As this public opposition to data center development intensifies, many data center companies are investing in trust-focused rebranding— but these media campaigns will not be enough to sway public opinion.
Until recently, discussions about data centers mostly took place in town hall meetings and other community forums, focusing on specific local issues such as zoning and historic site use. The public objected to particular impacts — such as noise pollution — rather than to the project as a whole.
In 2024, national organizations joined the opposition, led by Food & Water Watch, a Washington-based donor-funded NGO with an annual revenue of $20 million. Its "Stop Data Centers Now" campaign portrays data centers as a standalone policy issue, and aims to mobilize public pressure against data center construction at local, state and federal levels.
With more organized support, the public may be less willing to negotiate over issues such as data center noise and energy use if they believe projects can be halted entirely. The first 6 weeks of 2026 saw at least four projects cancelled in the face of local opposition (see Data center cancellations on the rise as public opposition grows).
In a webinar to launch its campaign, Food & Water Watch claimed these victories were made possible by its ability to disseminate facts and figures on the harm caused by data centers.
This poses a challenge for developers aiming to address concerns through community engagement. Their ad campaigns may rely on issues already weaponized by opponents. For example, job creation has become a contentious topic, and campaigns that promise jobs may be met with skepticism.
Microsoft's Community-First AI Infrastructure Plan may serve as a litmus test for public trust in hyperscaler claims (see Microsoft's Community-First Plan needs more work). Microsoft commits to ensuring all future projects will adhere to specific harm-reduction practices, including paying the full cost of additional grid infrastructure, limiting water consumption and investing in the local community.

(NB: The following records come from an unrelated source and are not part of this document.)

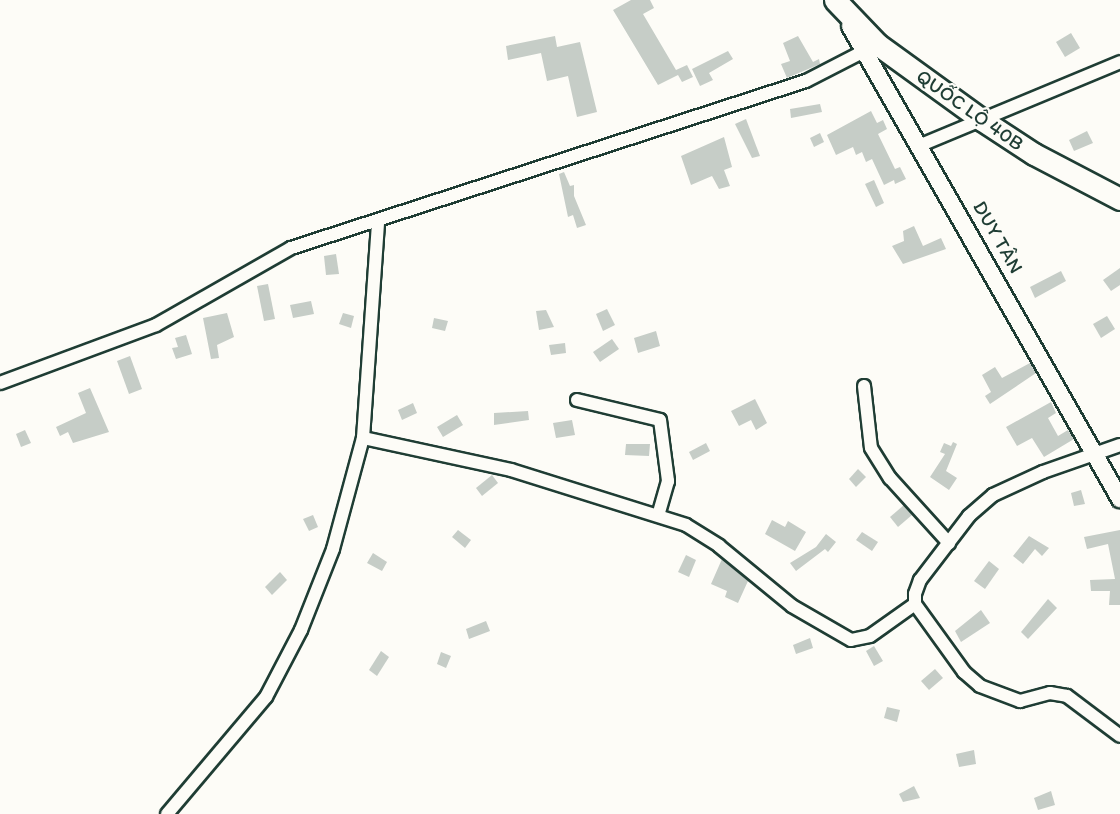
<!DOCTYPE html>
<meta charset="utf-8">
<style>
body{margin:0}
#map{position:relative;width:1120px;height:814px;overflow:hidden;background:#fdfcf7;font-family:Itim,sans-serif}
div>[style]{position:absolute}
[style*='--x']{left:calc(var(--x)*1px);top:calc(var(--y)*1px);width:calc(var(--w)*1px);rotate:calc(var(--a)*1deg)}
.building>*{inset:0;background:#c6cdc7}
.roads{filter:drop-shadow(2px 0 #1f3d34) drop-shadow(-2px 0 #1f3d34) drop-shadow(0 2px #1f3d34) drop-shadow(0 -2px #1f3d34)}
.street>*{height:12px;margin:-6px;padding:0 6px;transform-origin:6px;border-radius:6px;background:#fdfcf7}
.secondary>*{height:16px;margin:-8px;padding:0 8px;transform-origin:8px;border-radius:8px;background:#fdfcf7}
.highway>*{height:21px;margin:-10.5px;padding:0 10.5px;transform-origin:10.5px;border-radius:10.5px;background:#fdfcf7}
span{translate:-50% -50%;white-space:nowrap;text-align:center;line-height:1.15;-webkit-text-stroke:4.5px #fdfcf7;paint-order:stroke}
.street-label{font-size:20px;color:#1f3d34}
</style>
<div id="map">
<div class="building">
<div style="clip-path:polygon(631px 0,650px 0,654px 8px,643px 14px,676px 70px,687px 65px,693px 77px,682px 82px,678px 75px,658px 85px,613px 10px)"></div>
<div style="clip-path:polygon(1071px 33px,1080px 48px,1065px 57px,1056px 42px)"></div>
<div style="clip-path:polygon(555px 36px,557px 47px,580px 42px,597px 112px,577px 117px,568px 76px,547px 81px,541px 53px,508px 60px,506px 46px)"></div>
<div style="clip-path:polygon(798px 36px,813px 62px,819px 59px,820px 64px,787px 78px,781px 64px,790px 61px,783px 43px)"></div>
<div style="clip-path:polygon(728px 51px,733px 59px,709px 73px,713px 80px,700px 86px,692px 69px)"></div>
<div style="clip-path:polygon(820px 104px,822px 112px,791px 118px,790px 109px)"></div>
<div style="clip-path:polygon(871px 111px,877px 123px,883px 120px,887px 129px,878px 134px,895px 169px,900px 167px,906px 179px,895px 184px,894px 180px,884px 185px,872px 159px,866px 162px,862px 152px,856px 155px,853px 147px,836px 155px,827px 135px)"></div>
<div style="clip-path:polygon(746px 119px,760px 156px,752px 158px,735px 124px)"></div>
<div style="clip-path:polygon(1087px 131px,1093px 143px,1074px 151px,1069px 140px)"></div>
<div style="clip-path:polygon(820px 133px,824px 142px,814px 147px,810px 138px)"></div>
<div style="clip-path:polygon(724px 137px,732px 167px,724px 170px,730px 186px,719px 189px,712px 176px,691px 185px,681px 156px)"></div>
<div style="clip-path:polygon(564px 172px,570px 186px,574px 185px,574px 196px,586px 225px,577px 228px,573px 215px,568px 217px,559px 174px)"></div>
<div style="clip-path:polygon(874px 180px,884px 203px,876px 207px,865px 184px)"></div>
<div style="clip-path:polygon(914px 226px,923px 246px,941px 238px,946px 249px,903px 264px,892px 246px,904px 241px,903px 231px)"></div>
<div style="clip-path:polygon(336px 254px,339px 274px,326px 275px,324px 256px)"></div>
<div style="clip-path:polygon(1120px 268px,1120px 285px,1111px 291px,1103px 280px)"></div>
<div style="clip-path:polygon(1061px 271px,1066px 281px,1035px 298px,1030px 287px)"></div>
<div style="clip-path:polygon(268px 284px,275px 319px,264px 321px,257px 286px)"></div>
<div style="clip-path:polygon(311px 301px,314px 314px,293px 318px,290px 305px)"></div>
<div style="clip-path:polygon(607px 309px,615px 325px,603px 331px,596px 314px)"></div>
<div style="clip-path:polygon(546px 310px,554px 327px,539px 330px,536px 311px)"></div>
<div style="clip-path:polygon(227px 313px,234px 337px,217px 345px,219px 358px,211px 359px,203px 318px)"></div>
<div style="clip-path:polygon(343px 313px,354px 316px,351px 328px,339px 324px)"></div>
<div style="clip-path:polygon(1107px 316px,1115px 329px,1101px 338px,1093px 324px)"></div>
<div style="clip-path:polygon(434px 318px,448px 321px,445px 331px,432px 328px)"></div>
<div style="clip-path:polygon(656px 331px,660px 346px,638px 353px,634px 338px)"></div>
<div style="clip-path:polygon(186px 335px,192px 354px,176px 359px,172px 348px,178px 347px,175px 338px)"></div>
<div style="clip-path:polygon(612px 339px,619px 349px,600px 362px,593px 352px)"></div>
<div style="clip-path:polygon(565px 343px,566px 353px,551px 355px,549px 345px)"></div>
<div style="clip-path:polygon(130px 356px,142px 389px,129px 394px,117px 361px)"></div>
<div style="clip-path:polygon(1030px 363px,1036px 373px,990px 404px,985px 396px,991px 392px,982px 375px,995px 367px,1002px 378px)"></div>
<div style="clip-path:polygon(90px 388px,109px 432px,73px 443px,68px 432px,60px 436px,56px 427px,86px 413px,78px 393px)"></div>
<div style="clip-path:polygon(755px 399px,767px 423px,756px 430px,751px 420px,739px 426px,731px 411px)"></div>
<div style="clip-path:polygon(1051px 402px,1056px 413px,1048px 418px,1058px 436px,1068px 430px,1074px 439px,1044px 457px,1032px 438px,1017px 446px,1006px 427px)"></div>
<div style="clip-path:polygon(413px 403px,417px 413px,402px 420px,398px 410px)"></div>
<div style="clip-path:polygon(528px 411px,529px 420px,494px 425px,494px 413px)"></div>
<div style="clip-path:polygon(457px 415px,463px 425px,443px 437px,437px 427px)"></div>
<div style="clip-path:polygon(572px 420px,575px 435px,556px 438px,553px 423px)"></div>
<div style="clip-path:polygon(25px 430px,31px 443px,21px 447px,16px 434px)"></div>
<div style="clip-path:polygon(953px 442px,957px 444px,946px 471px,957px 478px,949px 490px,930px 477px,945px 454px,940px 452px,944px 443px,951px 446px)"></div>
<div style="clip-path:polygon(706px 443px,710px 451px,693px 460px,689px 452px)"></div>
<div style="clip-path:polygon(626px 444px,650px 444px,649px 456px,625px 455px)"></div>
<div style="clip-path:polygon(858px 469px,866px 477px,856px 487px,849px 479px)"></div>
<div style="clip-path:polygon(492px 475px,498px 483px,482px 496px,476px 488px)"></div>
<div style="clip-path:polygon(1081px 490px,1085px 504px,1074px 506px,1071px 493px)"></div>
<div style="clip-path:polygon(904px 505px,912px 515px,898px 527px,890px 517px)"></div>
<div style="clip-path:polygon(313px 515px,318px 527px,309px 531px,303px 519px)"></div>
<div style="clip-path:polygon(772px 520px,785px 527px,788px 521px,806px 532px,795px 551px,765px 534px)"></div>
<div style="clip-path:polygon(458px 530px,471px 540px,465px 548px,452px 537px)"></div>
<div style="clip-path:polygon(1120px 530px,1120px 605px,1109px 605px,1110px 591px,1091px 591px,1090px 580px,1115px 579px,1108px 544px,1087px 549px,1084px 537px)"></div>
<div style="clip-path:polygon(862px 532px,878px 542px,872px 551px,856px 540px)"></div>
<div style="clip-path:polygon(826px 534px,836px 542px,828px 552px,825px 549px,796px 571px,790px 563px,816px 547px)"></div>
<div style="clip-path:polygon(1029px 536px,1049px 548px,1042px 556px,1035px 549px,1023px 564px,1013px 556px)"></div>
<div style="clip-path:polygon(373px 553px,387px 562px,382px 571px,367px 563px)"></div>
<div style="clip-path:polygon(686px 555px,696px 560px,689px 577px,678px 572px)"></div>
<div style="clip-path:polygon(722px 559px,748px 581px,738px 603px,725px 597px,727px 591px,711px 584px)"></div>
<div style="clip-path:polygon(989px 561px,999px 569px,985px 589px,974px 581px)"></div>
<div style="clip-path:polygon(280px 572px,287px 580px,272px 595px,265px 587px)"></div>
<div style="clip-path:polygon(1048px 599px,1057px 608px,1028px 639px,1021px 632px)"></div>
<div style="clip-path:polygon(981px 610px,990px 623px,961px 642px,955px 631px)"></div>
<div style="clip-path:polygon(486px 621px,490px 631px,469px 639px,466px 629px)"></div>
<div style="clip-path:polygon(810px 638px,813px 648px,796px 654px,793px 645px)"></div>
<div style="clip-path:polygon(874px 646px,883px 661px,874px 666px,866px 651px)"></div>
<div style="clip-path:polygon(381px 651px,389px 657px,377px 676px,369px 670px)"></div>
<div style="clip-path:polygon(441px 652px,451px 656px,446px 668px,437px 664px)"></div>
<div style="clip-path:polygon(935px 669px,943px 678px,929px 690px,921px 681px)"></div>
<div style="clip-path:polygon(887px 707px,900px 710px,897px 722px,884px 718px)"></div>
<div style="clip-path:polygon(974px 750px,976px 764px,959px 767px,956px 754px)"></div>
<div style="clip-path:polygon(914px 786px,920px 798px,903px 802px,899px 794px)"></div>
<div style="clip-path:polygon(1051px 791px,1055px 805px,1038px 810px,1034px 798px)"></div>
</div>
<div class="roads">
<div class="street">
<div style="--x:921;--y:145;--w:216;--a:-22.6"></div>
<div style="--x:0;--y:383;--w:166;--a:-20.4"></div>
<div style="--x:156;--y:325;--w:155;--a:-29.7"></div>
<div style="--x:291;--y:248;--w:541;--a:-17.97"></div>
<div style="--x:806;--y:81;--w:68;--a:-27.3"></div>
<div style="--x:864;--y:386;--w:62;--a:83.6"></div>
<div style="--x:871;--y:448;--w:36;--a:58"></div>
<div style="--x:890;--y:478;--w:88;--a:47.8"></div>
<div style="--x:577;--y:400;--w:85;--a:13.5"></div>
<div style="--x:660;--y:420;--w:62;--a:82.5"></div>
<div style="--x:668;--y:481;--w:35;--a:106"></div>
<div style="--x:363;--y:438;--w:151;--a:12.2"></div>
<div style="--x:511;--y:470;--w:183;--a:17.4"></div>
<div style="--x:686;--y:525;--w:39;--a:32"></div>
<div style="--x:719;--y:546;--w:94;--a:39.4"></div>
<div style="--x:792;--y:606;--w:68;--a:30"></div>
<div style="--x:851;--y:640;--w:19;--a:-12"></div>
<div style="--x:870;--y:636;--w:55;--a:-35.4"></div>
<div style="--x:1120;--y:445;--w:82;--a:160.7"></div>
<div style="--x:1043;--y:472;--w:55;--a:155.3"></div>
<div style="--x:993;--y:495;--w:32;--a:139"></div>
<div style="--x:969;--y:516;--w:81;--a:127.4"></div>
<div style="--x:920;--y:580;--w:15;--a:110"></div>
<div style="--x:915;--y:594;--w:10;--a:90"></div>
<div style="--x:915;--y:604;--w:84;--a:54.2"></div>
<div style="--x:964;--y:672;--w:21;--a:41"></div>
<div style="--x:980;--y:686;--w:43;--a:20.6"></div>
<div style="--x:1020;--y:701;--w:31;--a:-15"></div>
<div style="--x:1050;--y:693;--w:17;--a:10"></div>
<div style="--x:1067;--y:696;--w:66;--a:37"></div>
<div style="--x:167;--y:814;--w:153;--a:-49.8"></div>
<div style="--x:266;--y:697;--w:76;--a:-62.4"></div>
<div style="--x:301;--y:630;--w:87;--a:-68.4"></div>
<div style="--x:333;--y:549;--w:115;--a:-74.9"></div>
<div style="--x:363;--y:438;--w:218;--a:-86"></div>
</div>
<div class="secondary">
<div style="--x:850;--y:26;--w:545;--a:60.28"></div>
</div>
<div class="highway">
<div style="--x:835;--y:0;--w:61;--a:46.3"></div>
<div style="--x:877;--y:44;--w:130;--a:35.9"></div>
<div style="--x:982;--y:120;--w:62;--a:33.2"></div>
<div style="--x:1034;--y:154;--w:97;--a:27.6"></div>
</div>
</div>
<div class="street-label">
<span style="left:970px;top:110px;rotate:35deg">QUỐC LỘ 40B</span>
<span style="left:998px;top:237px;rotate:60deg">DUY TÂN</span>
</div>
</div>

Although this focus on local issues with measurable goals is a positive step, the plan remains effectively nonbinding. The public statement is not a legal contract, and Microsoft may not actually have the authority to unilaterally dictate how grid upgrade costs are shared. Similar strategies that lack enforceable accountability have already failed at the community level.
Distrustful residents want more accountability from operators. More communities now demand binding contracts to back company claims about power and water consumption. Increasingly, projects need community benefits agreements (CBAs) that guarantee outcomes in writing.
With CBAs gaining popularity, attempts to engage communities without a legal contract are already leading to data center project cancellations. Recently, a data center company promised a "water-positive" project in Tucson (Arizona, US), but did not specify water-use caps or provide an enforceable guarantee that it would replenish the water supply. Tucson City Council shut down the project and unanimously passed an ordinance stating that all large water users must provide full transparency to the city.
More states are pushing legislation that requires CBAs, and this trend is likely to continue. Any discrepancy between operators' advertised claims and the benefits they deliver could exacerbate tensions and even lead to project cancellations.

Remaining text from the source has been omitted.